Sunday, November 14, 2021

Addressed to Repubicans

 

Conventional wisdom has it, not just that Republicans will win by sweeping landslides in 2022 and probably retake the White House in 2024, but that they are poised to dominate for the next generation. Democrats are hemorrhaging Hispanic voters and leaking Black voters at an alarming rate, while making no headway whatever in rural areas.  The latest election shows that Republicans can fire up the base with crazy while still winning swing voters by acting sane, and that Democrats are getting nowhere in pointing out the contradiction.  Racial polarization is declining while educational polarizing is rising.  Soon Republicans will dominate non-college voters everywhere while Democrats are relegated to a few upscale college enclaves.

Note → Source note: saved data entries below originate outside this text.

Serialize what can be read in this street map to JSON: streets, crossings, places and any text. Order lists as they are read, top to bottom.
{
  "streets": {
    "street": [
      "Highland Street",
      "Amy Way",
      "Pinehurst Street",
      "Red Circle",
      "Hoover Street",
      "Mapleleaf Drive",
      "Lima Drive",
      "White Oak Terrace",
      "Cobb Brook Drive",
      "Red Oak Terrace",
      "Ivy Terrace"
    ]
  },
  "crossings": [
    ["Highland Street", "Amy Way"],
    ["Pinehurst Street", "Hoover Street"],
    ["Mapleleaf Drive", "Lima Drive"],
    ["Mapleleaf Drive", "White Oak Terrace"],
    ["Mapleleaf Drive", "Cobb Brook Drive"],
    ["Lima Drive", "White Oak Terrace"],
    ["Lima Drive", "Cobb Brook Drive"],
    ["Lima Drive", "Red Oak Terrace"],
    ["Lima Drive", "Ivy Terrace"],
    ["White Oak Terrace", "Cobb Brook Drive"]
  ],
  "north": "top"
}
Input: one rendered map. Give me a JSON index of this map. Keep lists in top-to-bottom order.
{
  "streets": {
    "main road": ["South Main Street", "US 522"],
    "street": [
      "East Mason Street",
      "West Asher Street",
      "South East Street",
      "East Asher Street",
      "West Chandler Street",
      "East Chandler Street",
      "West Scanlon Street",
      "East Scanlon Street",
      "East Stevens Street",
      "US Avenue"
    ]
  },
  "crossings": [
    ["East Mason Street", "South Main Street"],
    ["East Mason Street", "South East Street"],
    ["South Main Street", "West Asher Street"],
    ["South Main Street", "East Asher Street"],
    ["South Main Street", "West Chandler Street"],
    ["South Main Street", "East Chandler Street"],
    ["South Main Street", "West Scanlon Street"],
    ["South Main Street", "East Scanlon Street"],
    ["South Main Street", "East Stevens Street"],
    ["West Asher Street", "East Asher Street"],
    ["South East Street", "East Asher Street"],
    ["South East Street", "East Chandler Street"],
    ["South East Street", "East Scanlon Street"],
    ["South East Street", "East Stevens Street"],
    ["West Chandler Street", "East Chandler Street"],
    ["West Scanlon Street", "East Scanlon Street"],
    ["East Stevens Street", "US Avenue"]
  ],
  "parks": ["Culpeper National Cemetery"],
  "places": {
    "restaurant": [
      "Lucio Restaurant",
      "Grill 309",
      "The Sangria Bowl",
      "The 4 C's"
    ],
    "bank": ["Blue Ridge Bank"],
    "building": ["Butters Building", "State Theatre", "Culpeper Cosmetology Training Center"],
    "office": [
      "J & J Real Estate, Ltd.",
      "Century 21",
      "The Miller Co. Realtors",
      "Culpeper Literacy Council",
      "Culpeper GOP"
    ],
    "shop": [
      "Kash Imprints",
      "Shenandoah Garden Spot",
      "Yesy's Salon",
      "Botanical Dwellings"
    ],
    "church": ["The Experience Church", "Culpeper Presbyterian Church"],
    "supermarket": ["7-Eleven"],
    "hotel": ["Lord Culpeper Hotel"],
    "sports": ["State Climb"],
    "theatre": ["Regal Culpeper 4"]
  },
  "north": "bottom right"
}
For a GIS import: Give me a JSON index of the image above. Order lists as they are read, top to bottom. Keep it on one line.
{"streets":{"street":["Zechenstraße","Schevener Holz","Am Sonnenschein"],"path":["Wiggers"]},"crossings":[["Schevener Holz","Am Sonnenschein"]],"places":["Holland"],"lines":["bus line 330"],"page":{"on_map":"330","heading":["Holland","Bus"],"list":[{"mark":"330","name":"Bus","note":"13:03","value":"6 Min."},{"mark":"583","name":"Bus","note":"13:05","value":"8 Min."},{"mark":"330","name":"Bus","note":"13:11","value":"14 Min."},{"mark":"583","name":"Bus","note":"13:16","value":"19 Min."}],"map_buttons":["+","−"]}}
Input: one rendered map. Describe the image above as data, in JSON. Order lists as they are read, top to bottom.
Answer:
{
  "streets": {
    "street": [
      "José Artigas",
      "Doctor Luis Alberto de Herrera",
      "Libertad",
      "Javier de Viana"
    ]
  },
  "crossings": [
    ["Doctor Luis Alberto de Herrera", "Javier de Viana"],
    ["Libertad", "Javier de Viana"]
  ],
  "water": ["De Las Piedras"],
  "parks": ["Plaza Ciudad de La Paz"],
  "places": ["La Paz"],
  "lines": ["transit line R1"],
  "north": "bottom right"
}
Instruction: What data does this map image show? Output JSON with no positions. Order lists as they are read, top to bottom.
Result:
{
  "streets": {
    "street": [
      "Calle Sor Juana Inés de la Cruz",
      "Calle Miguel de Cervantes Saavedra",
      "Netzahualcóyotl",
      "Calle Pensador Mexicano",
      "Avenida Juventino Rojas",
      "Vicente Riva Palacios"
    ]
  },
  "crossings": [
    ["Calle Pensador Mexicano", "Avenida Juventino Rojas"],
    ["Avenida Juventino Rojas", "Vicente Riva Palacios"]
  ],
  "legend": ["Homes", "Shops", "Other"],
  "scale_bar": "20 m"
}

That being the case, why are Republicans acting like a party on the run and running scared?  Why are they working at making it harder to vote and easier to overturn elections they don't like, when chances are good that they will be highly successful anyway?

And so far as I can tell from listening to the Republicans at work, the answer seems to be that our country is in such dire straits since Biden came to power that clearly Democrats are simply a disaster we cannot risk. Comparisons to Jimmy Carter and the 1970's are common.  Implied but not quite stated is that Democrats are so disastrous that we can no longer afford the luxury of competitive elections and will have to institute a one-party state, and all will be well.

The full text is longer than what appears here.